■ INSTRUCTIONS TO FOLLOW:
Collect each line of the records containing the string "bottom".

■ INPUT MATERIAL:
-=-=-=-=-

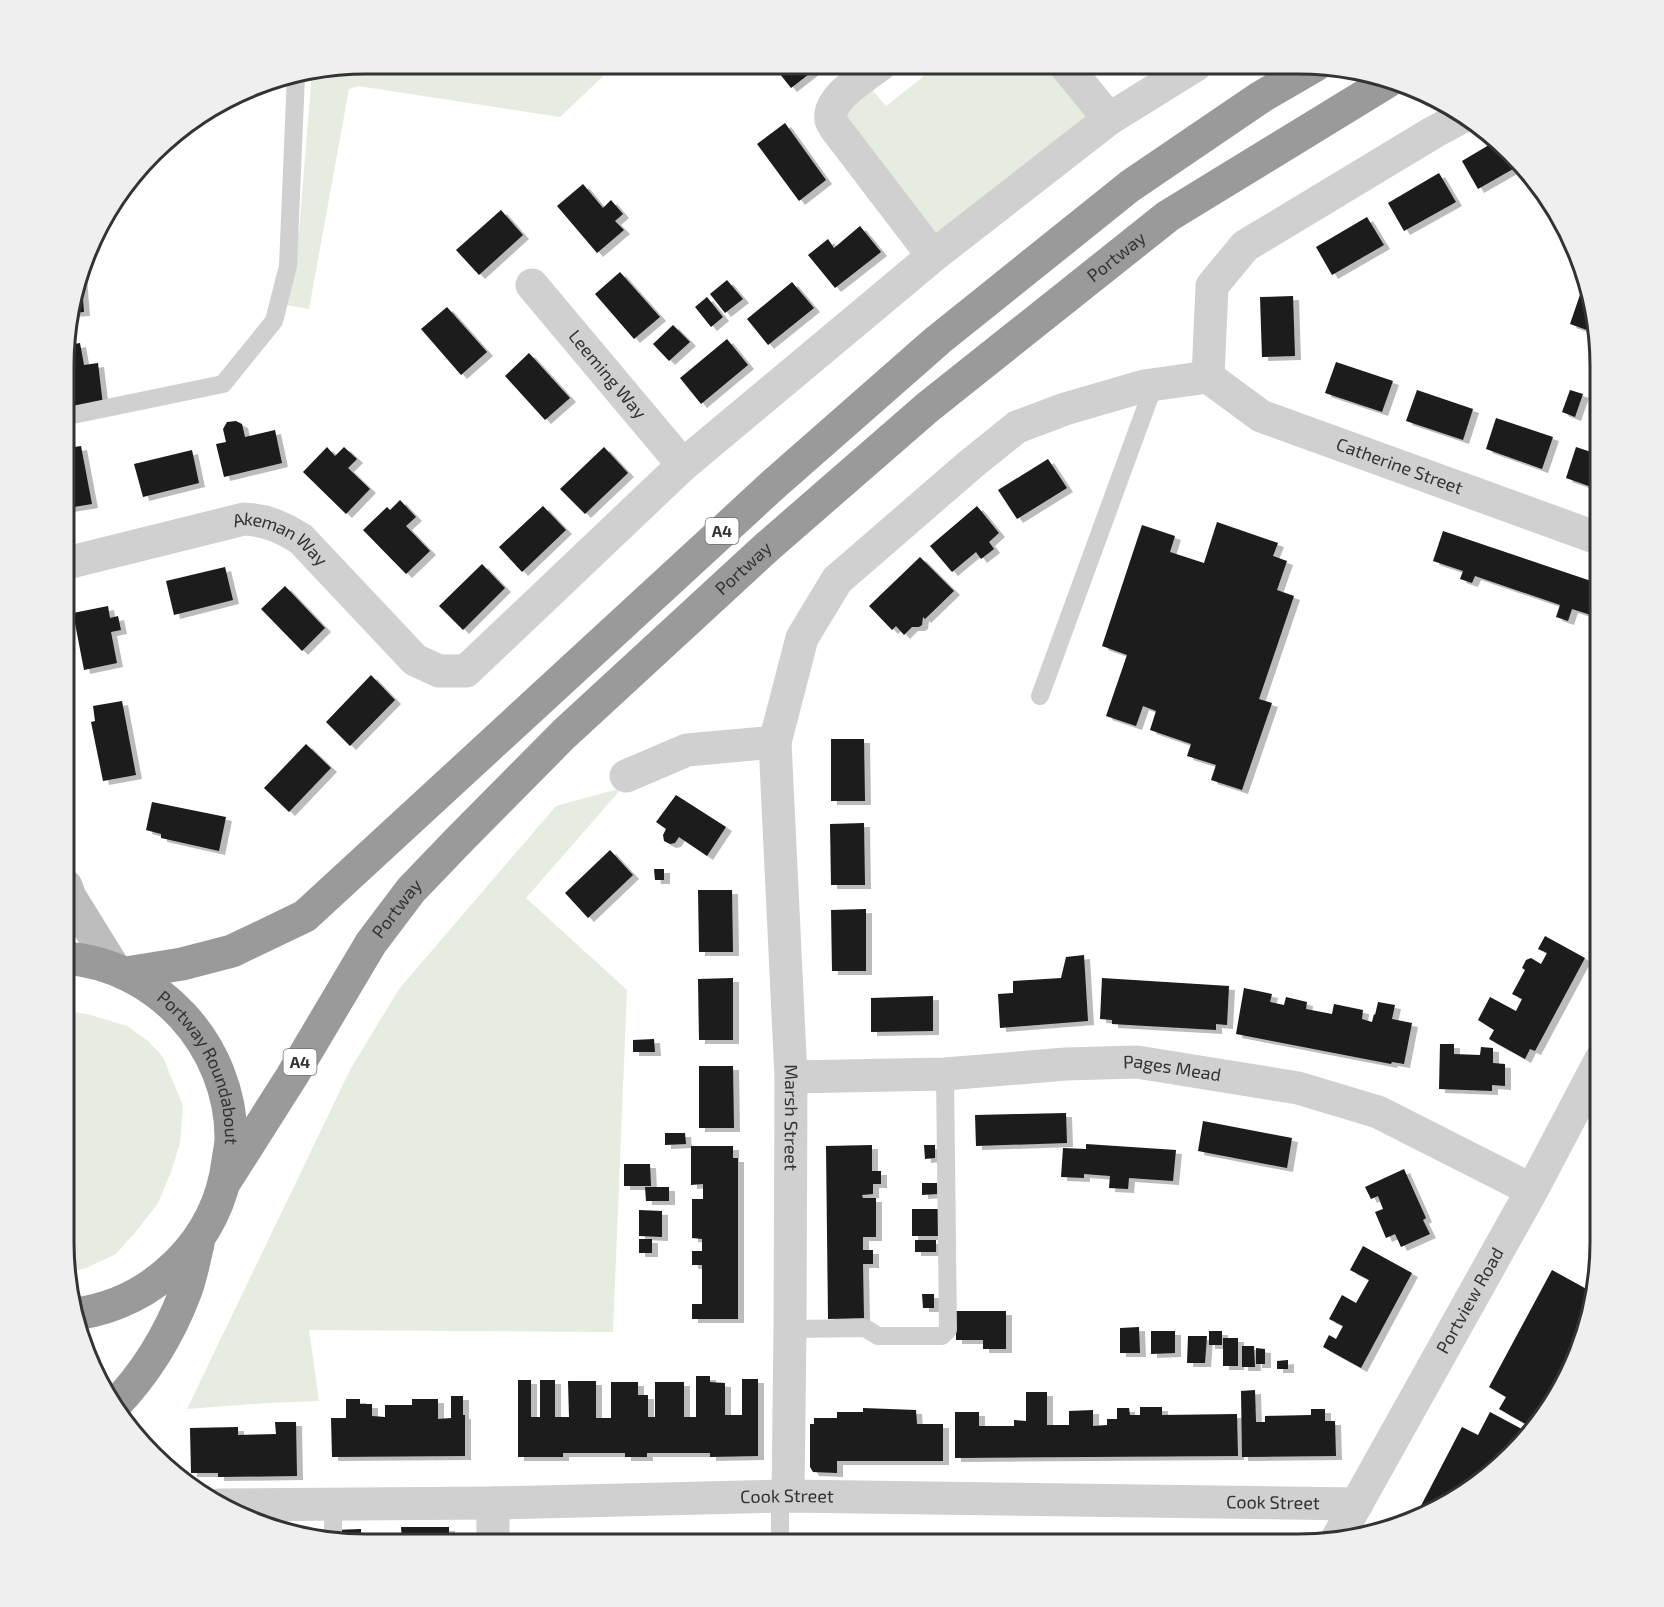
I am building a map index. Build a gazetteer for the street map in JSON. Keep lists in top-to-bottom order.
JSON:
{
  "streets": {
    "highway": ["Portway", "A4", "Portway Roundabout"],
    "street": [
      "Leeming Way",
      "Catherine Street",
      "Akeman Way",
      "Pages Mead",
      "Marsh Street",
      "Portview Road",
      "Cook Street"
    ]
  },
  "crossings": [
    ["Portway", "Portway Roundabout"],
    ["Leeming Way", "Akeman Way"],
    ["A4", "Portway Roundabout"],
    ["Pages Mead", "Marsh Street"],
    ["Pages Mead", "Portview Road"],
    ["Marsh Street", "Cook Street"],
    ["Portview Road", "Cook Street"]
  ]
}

-=-=-=-=-

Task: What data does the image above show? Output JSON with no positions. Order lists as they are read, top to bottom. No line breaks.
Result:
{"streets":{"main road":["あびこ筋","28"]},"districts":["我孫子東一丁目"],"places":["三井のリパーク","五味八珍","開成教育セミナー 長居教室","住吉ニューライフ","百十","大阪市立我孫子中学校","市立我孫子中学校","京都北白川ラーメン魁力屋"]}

-=-=-=-=-

■ EXPECTED OUTPUT:
I am building a map index. Build a gazetteer for the street map in JSON. Keep lists in top-to-bottom order.
Task: What data does the image above show? Output JSON with no positions. Order lists as they are read, top to bottom. No line breaks.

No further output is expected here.